Power management, intra-system communication, and many other peripheral functions in computer systems are often performed by serial and other secondary buses. Secondary buses generally include computer system buses, other than the main processor or system bus, which are often designed to accommodate a wide variety of secondary bus devices catered to particular user needs. As a result, it is advantageous for developers to have standardized interfaces which can accommodate many types of devices and system features.
Accordingly, bus protocols and compatibility requirements are often published in standard specifications, allowing widespread development of compatible devices. Such widespread development fosters the production of more interchangeable and compatible parts, ultimately benefiting consumers and allowing developers to confidently move forward with new products.
Widespread acceptance of a bus protocol also depends on the bus being flexible and having a robust feature set. Consequently, bus interfaces often sacrifice simplicity to improve the feature set and to allow future expansion. As a result, the overhead of implementing a compatible bus controller can be substantial for devices requiring only limited system interaction.
Numerous expansion and serial buses require non-trivial interfaces which represent significant overhead for certain bus agents.
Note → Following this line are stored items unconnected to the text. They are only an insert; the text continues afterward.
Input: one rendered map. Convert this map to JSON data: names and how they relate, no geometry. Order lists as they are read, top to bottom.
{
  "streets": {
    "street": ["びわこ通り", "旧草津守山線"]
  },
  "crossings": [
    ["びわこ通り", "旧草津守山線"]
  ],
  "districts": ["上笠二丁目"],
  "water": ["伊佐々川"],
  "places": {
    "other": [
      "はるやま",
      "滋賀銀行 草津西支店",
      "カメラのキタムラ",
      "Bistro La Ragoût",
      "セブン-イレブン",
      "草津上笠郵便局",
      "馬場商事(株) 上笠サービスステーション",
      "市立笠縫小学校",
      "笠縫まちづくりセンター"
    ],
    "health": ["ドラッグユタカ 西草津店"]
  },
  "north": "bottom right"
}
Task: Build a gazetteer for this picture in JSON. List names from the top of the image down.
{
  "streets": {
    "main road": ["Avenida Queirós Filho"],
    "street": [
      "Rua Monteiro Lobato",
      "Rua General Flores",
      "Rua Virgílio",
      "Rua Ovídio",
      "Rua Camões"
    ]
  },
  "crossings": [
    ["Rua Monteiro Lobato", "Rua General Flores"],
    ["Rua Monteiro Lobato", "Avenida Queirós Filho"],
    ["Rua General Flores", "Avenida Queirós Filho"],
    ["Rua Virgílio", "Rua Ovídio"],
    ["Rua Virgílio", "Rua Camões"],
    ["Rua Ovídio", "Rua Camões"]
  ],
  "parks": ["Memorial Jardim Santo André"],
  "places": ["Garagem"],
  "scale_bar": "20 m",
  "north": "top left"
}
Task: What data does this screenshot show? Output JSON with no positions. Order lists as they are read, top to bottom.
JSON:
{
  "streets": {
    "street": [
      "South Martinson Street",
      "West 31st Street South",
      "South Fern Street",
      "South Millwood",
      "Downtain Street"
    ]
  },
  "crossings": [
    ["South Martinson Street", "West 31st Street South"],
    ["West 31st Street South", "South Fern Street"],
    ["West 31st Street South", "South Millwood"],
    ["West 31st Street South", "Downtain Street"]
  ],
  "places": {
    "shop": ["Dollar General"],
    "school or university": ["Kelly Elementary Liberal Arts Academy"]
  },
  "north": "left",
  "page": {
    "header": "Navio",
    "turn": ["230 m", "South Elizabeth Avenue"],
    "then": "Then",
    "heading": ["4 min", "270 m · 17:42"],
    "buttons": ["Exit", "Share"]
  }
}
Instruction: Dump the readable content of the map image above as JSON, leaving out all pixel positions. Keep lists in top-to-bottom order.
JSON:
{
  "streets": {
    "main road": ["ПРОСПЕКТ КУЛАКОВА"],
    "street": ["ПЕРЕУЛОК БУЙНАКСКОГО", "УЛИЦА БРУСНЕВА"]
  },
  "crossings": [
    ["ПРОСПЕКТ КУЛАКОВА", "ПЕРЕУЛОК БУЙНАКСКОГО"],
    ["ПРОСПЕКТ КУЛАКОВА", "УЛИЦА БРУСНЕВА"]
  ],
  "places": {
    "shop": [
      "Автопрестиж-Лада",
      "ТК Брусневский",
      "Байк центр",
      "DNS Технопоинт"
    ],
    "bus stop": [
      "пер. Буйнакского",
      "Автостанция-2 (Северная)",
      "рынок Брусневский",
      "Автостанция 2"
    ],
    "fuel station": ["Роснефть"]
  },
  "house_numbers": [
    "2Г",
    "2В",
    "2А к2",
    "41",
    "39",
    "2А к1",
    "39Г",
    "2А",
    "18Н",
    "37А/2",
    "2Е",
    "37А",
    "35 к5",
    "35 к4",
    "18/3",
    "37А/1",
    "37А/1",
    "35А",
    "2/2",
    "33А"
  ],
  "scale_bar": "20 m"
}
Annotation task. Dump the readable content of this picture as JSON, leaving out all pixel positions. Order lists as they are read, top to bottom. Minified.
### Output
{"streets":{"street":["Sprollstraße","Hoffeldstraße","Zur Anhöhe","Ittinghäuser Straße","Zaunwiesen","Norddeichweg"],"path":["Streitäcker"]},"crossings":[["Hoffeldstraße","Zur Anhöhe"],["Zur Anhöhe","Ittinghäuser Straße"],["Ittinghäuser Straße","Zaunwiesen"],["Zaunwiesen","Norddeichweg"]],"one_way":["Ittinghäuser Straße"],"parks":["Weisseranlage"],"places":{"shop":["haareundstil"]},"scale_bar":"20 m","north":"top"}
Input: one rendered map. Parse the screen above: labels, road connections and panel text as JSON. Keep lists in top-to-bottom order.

Some well known expansion buses include Industry Standard Association (ISA) and Extended Industry Standard Association (EISA) buses. Expansion buses typically provide a data, address, and control interface between a processor bus and the expansion bus. Some well known serial buses include the ACCESS bus and the System Management Bus (SMBus) which are based on a physical layer known as the Inter-Integrated Circuit (I.sup.2 C) Bus. Serial buses generally handle communication of system management information at a relatively low bandwidth.
In the serial bus environment, devices generally fall into the categories of master, slave, and host. A device which gains control of the bus and transmits information is a master device. A device receiving the transmitted information is referred to as a slave device. Each device may have both master and slave capabilities. A serial bus also typically has one host device which communicates with the computer system. This host device has an associated host slave port and host slave controller allowing the host device to receive commands from devices on the serial bus.
Expansion buses include master and slave devices; however, there is not typically a host device. Instead, a bus bridge typically transfers cycles between a system or processor bus and the expansion bus. Either type of system may suffer the shortcomings described herein.
The overhead of the logic required to interface with any one of these buses is most often problematic in slave devices which receive a small number of instructions. That is, where a slave device does not require elaborate control structures, the imposition of adding bus interface logic can be substantial. For example, a "smart" battery charger (i.e. one capable of interfacing with a computer system according to a particular bus protocol) situated on a SMBus typically only occasionally interacts with a smart battery or the computer system as power levels change. The system or the battery may request an increase or decrease in charging voltage or current due to voltage levels or battery temperature. For the charger, the bus control overhead can be significant since only a few power control signals are actually necessary to make such an adjustment.
In this simple slave device scenario, prior art host slave controllers fail to take advantage of already existing system hardware to simplify or eliminate other slave controller hardware. Such prior art devices either implement slave controller circuitry for each device or relegate that device to non-interaction with the bus. Additionally, prior art slave controllers fail to exploit a potential for debugging using the system processing power. This debugging cannot be done because the system lacks programmable registers which allow the capture and analysis of bus transactions.
In summary, some secondary bus devices incur significant overhead in complying with the appropriate bus protocol. These devices fail to utilize system processing resources which are already available and may adequately provide the necessary functionality. Consequently, situations are overlooked where emulation of bus interface logic using a computer system interface is more economical than designing a device compliant with the appropriate bus protocol.